Overall architecture of proposed model CryptoGA

3.1 Key generation

The initial population of chromosomes is a sequence of letters that consists of alphanumeric and special characters generated via a random function. The size of the initial population is considered as 200, and the length of each chromosome is 16-characters encoded to 128-bits. All individuals are sent to the fitness function one-by-one using a loop. The fitness function is a maxima function, which means that the individual having maximum fitness value will be selected for further processing. After this process select two individuals and perform byte-wise one-point crossover; the point of crossover is decided based on a random number. After performing crossover, get the offspring of the selected individuals. Then, the output of the previous step is used as input for mutation operation. After mutation, the final key is obtained which is used for the encryption process. The key generation process consists of the following steps.

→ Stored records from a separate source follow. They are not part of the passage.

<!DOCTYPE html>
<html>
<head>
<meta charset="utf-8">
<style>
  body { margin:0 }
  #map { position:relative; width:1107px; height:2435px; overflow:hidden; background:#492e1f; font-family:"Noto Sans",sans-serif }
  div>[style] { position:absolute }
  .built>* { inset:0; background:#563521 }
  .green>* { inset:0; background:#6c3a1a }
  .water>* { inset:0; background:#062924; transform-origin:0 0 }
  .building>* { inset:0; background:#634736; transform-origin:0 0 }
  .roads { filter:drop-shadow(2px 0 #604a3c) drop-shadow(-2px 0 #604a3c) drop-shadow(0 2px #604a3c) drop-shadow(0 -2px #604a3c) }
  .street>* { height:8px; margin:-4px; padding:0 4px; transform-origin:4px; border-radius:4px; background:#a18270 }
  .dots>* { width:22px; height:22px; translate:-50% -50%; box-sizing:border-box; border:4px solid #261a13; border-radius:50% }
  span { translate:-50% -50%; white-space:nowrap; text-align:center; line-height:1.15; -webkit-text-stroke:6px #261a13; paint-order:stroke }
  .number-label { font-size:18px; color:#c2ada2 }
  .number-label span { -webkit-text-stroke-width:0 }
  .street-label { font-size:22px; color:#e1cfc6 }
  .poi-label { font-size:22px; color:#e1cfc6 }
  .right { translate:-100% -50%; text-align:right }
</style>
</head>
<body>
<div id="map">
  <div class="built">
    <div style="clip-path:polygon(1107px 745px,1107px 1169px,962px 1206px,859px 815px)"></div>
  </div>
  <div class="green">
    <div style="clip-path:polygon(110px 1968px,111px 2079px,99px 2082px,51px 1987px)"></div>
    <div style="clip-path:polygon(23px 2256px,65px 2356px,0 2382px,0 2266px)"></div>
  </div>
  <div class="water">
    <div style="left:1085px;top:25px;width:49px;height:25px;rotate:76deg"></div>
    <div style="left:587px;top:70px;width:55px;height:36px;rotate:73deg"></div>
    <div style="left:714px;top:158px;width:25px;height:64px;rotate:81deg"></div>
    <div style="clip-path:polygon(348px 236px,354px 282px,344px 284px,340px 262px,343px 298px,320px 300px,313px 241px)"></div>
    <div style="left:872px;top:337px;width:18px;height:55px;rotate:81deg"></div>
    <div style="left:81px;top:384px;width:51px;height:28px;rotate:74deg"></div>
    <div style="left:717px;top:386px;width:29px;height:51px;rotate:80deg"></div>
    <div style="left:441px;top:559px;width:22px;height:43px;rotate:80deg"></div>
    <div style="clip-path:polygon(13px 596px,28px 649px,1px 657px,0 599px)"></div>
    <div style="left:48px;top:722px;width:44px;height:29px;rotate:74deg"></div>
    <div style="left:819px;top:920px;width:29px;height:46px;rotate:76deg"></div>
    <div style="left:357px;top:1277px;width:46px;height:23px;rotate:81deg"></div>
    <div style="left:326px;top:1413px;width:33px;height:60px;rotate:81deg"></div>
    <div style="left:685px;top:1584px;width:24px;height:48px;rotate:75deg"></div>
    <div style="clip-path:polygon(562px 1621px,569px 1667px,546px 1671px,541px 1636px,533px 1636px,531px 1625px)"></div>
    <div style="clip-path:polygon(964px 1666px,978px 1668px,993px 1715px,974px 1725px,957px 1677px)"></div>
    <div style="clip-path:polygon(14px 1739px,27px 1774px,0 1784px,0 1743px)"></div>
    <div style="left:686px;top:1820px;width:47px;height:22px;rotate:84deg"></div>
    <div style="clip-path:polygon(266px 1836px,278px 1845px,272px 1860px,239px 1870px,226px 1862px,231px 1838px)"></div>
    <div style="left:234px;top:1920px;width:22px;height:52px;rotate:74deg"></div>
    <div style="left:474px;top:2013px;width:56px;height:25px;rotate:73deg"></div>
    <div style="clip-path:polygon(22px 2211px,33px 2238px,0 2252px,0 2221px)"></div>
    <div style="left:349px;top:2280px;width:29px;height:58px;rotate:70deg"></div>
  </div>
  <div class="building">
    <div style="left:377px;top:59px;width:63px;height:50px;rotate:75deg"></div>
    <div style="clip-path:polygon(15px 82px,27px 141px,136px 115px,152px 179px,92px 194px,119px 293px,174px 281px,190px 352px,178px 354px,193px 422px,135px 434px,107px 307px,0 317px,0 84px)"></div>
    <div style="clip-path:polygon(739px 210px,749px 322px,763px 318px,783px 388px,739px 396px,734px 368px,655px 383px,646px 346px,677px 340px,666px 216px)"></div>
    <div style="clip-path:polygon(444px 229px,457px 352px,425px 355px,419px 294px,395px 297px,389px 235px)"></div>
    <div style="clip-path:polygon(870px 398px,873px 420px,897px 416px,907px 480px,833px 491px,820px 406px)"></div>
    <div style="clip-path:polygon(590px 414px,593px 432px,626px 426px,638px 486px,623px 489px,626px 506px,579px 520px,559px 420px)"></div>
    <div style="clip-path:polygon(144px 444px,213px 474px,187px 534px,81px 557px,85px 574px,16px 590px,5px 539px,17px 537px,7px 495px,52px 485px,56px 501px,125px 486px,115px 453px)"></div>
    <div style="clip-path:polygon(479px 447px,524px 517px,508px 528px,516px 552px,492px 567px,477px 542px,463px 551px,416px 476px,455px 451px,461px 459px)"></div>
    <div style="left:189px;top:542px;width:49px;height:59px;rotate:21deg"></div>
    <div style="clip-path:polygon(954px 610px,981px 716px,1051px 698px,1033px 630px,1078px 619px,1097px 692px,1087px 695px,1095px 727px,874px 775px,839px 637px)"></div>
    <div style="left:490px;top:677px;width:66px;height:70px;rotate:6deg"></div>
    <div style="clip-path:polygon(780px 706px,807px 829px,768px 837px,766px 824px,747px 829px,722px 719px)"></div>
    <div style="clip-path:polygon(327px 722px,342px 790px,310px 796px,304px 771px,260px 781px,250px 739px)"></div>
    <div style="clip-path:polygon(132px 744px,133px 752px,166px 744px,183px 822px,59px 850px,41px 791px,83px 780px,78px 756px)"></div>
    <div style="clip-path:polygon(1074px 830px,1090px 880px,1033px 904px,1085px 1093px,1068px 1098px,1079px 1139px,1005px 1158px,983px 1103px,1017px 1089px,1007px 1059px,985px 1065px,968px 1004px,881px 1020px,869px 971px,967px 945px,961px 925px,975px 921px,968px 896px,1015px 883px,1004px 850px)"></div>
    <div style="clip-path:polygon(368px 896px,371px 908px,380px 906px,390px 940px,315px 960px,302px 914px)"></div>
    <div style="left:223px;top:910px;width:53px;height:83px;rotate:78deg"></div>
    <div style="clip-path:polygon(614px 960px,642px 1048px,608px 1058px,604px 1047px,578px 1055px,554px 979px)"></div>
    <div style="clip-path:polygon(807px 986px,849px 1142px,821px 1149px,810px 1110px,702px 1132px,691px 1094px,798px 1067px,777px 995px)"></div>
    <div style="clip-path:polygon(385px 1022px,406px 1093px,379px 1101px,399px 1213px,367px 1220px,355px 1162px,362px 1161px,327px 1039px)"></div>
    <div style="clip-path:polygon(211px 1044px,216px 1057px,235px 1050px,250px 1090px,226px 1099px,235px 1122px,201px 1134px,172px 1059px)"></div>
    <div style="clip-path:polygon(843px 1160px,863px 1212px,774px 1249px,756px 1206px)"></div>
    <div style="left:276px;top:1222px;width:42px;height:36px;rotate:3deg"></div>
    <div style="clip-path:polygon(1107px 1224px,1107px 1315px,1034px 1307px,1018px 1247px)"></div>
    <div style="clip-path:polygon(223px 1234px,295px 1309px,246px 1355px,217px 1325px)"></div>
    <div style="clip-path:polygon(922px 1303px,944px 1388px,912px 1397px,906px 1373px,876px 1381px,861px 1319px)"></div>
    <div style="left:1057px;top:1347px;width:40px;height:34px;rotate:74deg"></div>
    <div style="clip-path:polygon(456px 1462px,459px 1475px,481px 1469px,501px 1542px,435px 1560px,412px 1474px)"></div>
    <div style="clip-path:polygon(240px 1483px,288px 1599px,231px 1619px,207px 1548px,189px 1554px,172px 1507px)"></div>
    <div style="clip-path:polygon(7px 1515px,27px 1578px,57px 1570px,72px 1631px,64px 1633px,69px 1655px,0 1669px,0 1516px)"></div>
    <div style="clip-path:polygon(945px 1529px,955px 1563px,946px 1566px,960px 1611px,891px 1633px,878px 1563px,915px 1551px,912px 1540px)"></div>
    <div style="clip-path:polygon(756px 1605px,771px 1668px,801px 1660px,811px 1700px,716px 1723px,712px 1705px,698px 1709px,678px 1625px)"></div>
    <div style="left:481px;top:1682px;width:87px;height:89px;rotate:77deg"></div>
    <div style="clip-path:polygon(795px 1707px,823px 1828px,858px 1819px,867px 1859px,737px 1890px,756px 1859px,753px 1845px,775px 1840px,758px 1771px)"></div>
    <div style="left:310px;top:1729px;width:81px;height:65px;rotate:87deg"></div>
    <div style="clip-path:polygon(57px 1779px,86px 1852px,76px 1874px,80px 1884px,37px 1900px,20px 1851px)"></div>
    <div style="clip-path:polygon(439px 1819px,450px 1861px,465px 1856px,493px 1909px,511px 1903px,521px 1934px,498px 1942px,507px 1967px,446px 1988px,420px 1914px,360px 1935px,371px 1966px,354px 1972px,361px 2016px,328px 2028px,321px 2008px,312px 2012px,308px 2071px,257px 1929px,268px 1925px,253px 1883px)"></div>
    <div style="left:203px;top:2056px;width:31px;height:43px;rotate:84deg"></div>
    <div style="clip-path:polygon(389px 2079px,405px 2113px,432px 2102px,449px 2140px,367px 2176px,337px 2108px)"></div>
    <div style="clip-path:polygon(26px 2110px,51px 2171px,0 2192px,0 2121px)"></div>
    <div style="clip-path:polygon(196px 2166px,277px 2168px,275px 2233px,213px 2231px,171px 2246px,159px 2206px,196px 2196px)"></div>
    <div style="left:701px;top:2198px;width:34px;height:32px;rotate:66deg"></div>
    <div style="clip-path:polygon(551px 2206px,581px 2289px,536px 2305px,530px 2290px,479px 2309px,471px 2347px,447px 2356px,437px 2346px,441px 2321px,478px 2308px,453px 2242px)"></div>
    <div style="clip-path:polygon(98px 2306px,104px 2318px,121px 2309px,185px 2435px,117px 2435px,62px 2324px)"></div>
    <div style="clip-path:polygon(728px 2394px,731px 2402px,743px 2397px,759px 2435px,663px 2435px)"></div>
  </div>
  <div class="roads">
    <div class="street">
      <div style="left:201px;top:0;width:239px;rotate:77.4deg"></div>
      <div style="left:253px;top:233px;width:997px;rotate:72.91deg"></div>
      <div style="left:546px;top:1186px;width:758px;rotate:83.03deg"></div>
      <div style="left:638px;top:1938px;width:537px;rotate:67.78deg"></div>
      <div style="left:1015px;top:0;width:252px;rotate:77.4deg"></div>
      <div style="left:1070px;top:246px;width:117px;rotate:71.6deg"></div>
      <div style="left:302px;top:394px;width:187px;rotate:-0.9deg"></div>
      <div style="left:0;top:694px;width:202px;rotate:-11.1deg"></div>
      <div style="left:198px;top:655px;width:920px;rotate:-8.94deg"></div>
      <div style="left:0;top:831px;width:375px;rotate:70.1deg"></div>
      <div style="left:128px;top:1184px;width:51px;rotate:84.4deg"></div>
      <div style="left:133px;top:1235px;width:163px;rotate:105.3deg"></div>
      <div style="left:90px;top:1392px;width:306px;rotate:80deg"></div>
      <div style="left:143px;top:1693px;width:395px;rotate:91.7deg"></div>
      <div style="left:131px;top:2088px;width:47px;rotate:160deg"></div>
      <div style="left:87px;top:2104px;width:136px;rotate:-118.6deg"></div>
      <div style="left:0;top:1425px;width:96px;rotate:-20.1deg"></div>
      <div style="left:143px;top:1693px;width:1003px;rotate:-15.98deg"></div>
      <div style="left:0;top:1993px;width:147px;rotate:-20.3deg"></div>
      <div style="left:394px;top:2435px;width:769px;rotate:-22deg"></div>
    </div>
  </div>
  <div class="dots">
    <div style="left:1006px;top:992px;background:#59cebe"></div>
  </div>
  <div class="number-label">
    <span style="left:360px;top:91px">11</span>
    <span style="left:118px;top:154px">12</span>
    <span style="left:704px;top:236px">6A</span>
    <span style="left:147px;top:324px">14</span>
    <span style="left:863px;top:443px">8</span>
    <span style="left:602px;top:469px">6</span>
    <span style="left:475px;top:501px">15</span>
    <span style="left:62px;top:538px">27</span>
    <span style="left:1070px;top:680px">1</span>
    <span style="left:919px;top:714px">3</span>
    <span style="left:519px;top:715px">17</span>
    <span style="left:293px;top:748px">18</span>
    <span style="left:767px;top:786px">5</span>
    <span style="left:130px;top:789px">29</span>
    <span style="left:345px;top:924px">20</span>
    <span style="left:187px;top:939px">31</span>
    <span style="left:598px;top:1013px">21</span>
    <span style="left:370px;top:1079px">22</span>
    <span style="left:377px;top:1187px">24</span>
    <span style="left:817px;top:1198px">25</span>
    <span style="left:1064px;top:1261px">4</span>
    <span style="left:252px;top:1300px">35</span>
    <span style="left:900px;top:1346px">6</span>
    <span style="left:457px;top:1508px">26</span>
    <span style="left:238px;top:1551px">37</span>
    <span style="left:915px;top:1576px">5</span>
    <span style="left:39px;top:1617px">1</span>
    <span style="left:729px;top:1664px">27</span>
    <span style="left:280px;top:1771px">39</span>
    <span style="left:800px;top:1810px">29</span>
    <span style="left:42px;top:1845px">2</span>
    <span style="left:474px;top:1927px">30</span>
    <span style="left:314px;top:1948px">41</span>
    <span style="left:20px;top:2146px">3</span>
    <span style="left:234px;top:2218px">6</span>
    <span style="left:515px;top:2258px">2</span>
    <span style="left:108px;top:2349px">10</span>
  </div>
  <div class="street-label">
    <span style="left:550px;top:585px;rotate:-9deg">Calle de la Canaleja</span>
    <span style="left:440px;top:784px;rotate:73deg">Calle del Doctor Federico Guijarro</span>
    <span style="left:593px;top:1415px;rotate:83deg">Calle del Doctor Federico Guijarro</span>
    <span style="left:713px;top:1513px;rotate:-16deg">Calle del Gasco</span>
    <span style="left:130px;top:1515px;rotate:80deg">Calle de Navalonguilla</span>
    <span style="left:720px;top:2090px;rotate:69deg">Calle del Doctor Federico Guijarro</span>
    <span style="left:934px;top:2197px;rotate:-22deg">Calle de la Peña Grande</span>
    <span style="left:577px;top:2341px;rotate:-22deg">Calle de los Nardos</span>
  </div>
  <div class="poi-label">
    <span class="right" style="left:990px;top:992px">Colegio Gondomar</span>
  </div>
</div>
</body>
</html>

Initial population generation The random function is used to generate the initial population of size 200 chromosomes of 16 characters each consists of alphanumeric and special characters encoded as 8-bits per character i.e. each chromosome is 128-bits long.

Fitness calculation The fitness value of every individual is derived by calculating Shannon Entropy \((H(X))\). It is used for measuring the degree of randomness in the set of data in the final population against the initial population using Eq. 1.

$$\begin{aligned} H(X)= - \sum _{i=1}^{n} P(x_1) \log _2 P(x_1) \end{aligned}$$
(1)

where \(P\) represents the probability of each character in the measured chromosome. The higher the entropy means harder to crack.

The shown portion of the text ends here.